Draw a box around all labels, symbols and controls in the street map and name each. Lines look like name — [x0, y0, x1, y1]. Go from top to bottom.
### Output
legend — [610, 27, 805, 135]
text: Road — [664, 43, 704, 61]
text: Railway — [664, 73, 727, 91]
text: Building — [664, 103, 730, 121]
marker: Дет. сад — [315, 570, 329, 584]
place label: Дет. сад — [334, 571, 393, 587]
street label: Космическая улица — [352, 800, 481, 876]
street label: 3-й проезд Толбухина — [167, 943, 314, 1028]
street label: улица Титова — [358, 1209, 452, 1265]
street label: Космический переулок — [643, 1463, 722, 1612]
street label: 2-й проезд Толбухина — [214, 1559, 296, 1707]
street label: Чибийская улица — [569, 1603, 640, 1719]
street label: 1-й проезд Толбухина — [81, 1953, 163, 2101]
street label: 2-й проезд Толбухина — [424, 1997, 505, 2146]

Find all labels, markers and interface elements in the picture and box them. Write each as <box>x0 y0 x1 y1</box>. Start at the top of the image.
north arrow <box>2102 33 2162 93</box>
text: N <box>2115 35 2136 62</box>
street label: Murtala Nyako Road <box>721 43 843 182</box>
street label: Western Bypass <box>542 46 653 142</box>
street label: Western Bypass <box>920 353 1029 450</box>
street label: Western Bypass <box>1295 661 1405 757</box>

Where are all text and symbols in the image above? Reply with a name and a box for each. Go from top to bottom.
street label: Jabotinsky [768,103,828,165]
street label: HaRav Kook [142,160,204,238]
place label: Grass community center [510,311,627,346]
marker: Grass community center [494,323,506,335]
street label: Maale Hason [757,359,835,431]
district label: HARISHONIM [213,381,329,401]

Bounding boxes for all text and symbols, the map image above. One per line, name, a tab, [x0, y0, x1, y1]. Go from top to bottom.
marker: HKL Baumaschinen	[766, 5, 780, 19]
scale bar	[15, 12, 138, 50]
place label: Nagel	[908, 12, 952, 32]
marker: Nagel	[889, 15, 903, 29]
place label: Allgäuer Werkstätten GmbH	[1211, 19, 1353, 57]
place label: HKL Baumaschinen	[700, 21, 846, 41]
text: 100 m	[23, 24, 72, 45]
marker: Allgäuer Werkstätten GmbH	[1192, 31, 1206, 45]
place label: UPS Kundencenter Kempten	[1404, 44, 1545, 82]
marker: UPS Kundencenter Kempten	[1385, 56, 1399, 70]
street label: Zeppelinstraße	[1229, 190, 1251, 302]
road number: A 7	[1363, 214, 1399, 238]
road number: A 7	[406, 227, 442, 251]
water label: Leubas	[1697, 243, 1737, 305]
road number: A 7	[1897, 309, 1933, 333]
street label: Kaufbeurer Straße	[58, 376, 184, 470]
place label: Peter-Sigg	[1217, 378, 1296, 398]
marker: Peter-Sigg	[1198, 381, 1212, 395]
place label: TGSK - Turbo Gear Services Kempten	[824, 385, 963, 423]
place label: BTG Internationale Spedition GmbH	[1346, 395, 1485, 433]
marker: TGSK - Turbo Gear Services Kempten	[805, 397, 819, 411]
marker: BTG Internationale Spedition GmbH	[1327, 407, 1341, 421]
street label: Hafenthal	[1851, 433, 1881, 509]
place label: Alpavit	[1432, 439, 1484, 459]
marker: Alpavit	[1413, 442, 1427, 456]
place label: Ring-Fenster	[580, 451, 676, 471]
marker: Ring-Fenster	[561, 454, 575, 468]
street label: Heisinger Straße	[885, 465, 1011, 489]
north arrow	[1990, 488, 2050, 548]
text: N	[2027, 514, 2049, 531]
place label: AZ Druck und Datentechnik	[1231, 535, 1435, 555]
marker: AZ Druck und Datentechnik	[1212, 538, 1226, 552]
==============================
**Required action:** Each entry above must be printed exactly as written.

**Exercise solution:**
Draw a box around all labels, symbols and controls in the street map and name each. Lines look like name — [x0, y0, x1, y1]. Go from top to bottom.
### Output
legend — [610, 27, 805, 135]
text: Road — [664, 43, 704, 61]
text: Railway — [664, 73, 727, 91]
text: Building — [664, 103, 730, 121]
marker: Дет. сад — [315, 570, 329, 584]
place label: Дет. сад — [334, 571, 393, 587]
street label: Космическая улица — [352, 800, 481, 876]
street label: 3-й проезд Толбухина — [167, 943, 314, 1028]
street label: улица Титова — [358, 1209, 452, 1265]
street label: Космический переулок — [643, 1463, 722, 1612]
street label: 2-й проезд Толбухина — [214, 1559, 296, 1707]
street label: Чибийская улица — [569, 1603, 640, 1719]
street label: 1-й проезд Толбухина — [81, 1953, 163, 2101]
street label: 2-й проезд Толбухина — [424, 1997, 505, 2146]

Find all labels, markers and interface elements in the picture and box them. Write each as <box>x0 y0 x1 y1</box>. Start at the top of the image.
north arrow <box>2102 33 2162 93</box>
text: N <box>2115 35 2136 62</box>
street label: Murtala Nyako Road <box>721 43 843 182</box>
street label: Western Bypass <box>542 46 653 142</box>
street label: Western Bypass <box>920 353 1029 450</box>
street label: Western Bypass <box>1295 661 1405 757</box>

Where are all text and symbols in the image above? Reply with a name and a box for each. Go from top to bottom.
street label: Jabotinsky [768,103,828,165]
street label: HaRav Kook [142,160,204,238]
place label: Grass community center [510,311,627,346]
marker: Grass community center [494,323,506,335]
street label: Maale Hason [757,359,835,431]
district label: HARISHONIM [213,381,329,401]

Bounding boxes for all text and symbols, the map image above. One per line, name, a tab, [x0, y0, x1, y1]. Go from top to bottom.
marker: HKL Baumaschinen	[766, 5, 780, 19]
scale bar	[15, 12, 138, 50]
place label: Nagel	[908, 12, 952, 32]
marker: Nagel	[889, 15, 903, 29]
place label: Allgäuer Werkstätten GmbH	[1211, 19, 1353, 57]
place label: HKL Baumaschinen	[700, 21, 846, 41]
text: 100 m	[23, 24, 72, 45]
marker: Allgäuer Werkstätten GmbH	[1192, 31, 1206, 45]
place label: UPS Kundencenter Kempten	[1404, 44, 1545, 82]
marker: UPS Kundencenter Kempten	[1385, 56, 1399, 70]
street label: Zeppelinstraße	[1229, 190, 1251, 302]
road number: A 7	[1363, 214, 1399, 238]
road number: A 7	[406, 227, 442, 251]
water label: Leubas	[1697, 243, 1737, 305]
road number: A 7	[1897, 309, 1933, 333]
street label: Kaufbeurer Straße	[58, 376, 184, 470]
place label: Peter-Sigg	[1217, 378, 1296, 398]
marker: Peter-Sigg	[1198, 381, 1212, 395]
place label: TGSK - Turbo Gear Services Kempten	[824, 385, 963, 423]
place label: BTG Internationale Spedition GmbH	[1346, 395, 1485, 433]
marker: TGSK - Turbo Gear Services Kempten	[805, 397, 819, 411]
marker: BTG Internationale Spedition GmbH	[1327, 407, 1341, 421]
street label: Hafenthal	[1851, 433, 1881, 509]
place label: Alpavit	[1432, 439, 1484, 459]
marker: Alpavit	[1413, 442, 1427, 456]
place label: Ring-Fenster	[580, 451, 676, 471]
marker: Ring-Fenster	[561, 454, 575, 468]
street label: Heisinger Straße	[885, 465, 1011, 489]
north arrow	[1990, 488, 2050, 548]
text: N	[2027, 514, 2049, 531]
place label: AZ Druck und Datentechnik	[1231, 535, 1435, 555]
marker: AZ Druck und Datentechnik	[1212, 538, 1226, 552]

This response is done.